Indépendamment d’aspects « occultes », il est un facteur important qui explique à la fois le nombre élevé de généraux en deuxième section et le fait que pratiquement aucun ne peut servir en première section jusqu’à la limite d’âge de son grade.
Notre armée comptait encore près de 500 000 hommes en 1989, hors gendarmerie, et n’en compte plus aujourd’hui qu’environ 230 000, ce nombre étant appelé à diminuer encore significativement d’ici très peu de temps comme chacun sait. Or la majeure partie de l’encadrement de cette armée de 500 000 hommes est demeuré en place pour sa plus grande part et il ne pouvait en être autrement compte tenu de la spécificité des formations en dépit de la mise en place d’incitations financières au départ. Ce surnombre conjoncturel va donc perdurer pour nos officiers généraux jusqu’à ce que la mort fasse son œuvre. Le nombre d’officiers généraux en poste aujourd’hui est bien moindre qu’en 1989, ce qui augure d’une baisse proportionnelle des effectifs de la deuxième section dans une vingtaine d’années…
La diminution du nombre de postes pose aussi le problème de la gestion des carrières d’officiers qui n’ont pas démérité et qui voient les perspectives d’avancement s’étioler par rapport à ce qui leur était promis lorsqu’ils sont entrés en école d’officiers. Ce problème explique en partie le conditionnalat, mais en partie seulement. Tout cela tient en revanche d’un bricolage ou tout est permis…

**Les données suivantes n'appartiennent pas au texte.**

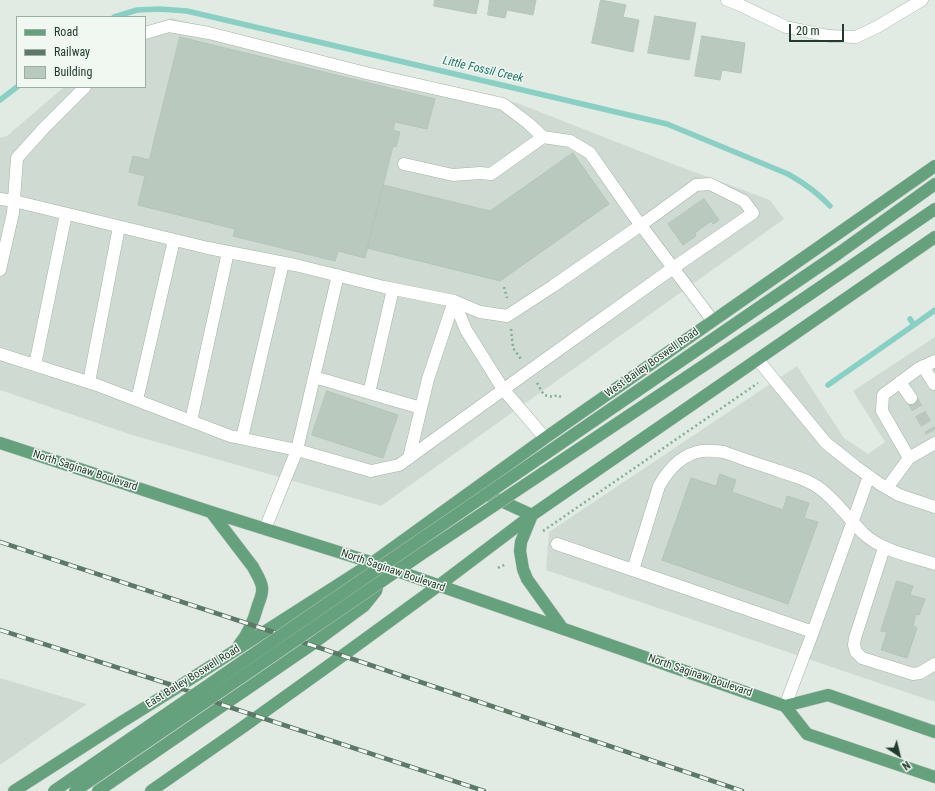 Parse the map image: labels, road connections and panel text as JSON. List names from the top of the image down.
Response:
{
  "streets": {
    "main road": ["West Bailey Boswell Road", "North Saginaw Boulevard", "East Bailey Boswell Road"]
  },
  "crossings": [
    ["West Bailey Boswell Road", "North Saginaw Boulevard"],
    ["West Bailey Boswell Road", "East Bailey Boswell Road"],
    ["North Saginaw Boulevard", "East Bailey Boswell Road"]
  ],
  "water": ["Little Fossil Creek"],
  "legend": ["Road", "Railway", "Building"],
  "scale_bar": "20 m",
  "north": "bottom right"
}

On assiste depuis quelques années à un allongement des durées de grade, qui avaient fortement diminué il y a bien longtemps pour augmenter l’attractivité financière des carrières militaires, l’augmentation de salaire étant davantage liée à l’avancement en grade qu’à l’ancienneté. À titre d’illustration, un certain De Gaulle est resté 12 ans capitaine à une époque ou la moyenne du séjour à ce grade était de 16 années ! Cette moyenne est aujourd’hui de 6 à 7 ans, augmentée d’un an par rapport à la fin des années 90. Si ce phénomène se propage jusqu’à la haute hiérarchie, l’accession au grade de général sera elle aussi repoussée de plusieurs années, ce qui serait cohérent avec le désir de repousser l’âge de l’admission en deuxième section, mais qui pourrait aussi être de nature à mécontenter des serviteurs de l’État bien « logés » : on quitte là le domaine du rationnel… Les réflexions en cours ne semblent cependant pas aller dans ce sens, ce qui est choquant au regard de ce qui est imposé à l’ensemble de la hiérarchie militaire, sous-officiers compris. Au contraire, il est question de revalorisations diverses, d’avantageuses mesures de dégagement des cadres… Une grande partie des officiers comprend bien que les carrières des colonels et généraux obéissent à d’autres règles… Il se dit que la pratique du conditionnalat devrait, sinon disparaître, du moins fortement diminuer : à titre personnel, je ne le crois pas du tout. C’est un serpent de mer vieux de 15 ans au moins et il présente tant d’avantages pour le Pouvoir républicain que le principe n’en sera pas abrogé : on adoptera un autre mot, mais la pratique perdurera. Pourquoi supprimer un si efficace moyen de pression et de contrôle de la haute hiérarchie militaire ?
Il est vraisemblable que la fin de carrière problématique des colonels et généraux n’est pas étrangère au pourrissement général de l’État, à l’atmosphère de corruption générale, de renoncement et de trahison. Colonels et généraux ont en effet d’abord été de jeunes lieutenants, hommes de principes et de conviction pour la plupart, et il devient sans doute difficile, le poids des années venant, de servir un appareil politique dans lequel on ne croit plus ! La corruption de l’âme, synonyme d’accession aux grades ultimes, ne doit pas être sans conséquences pour les moins arrivistes.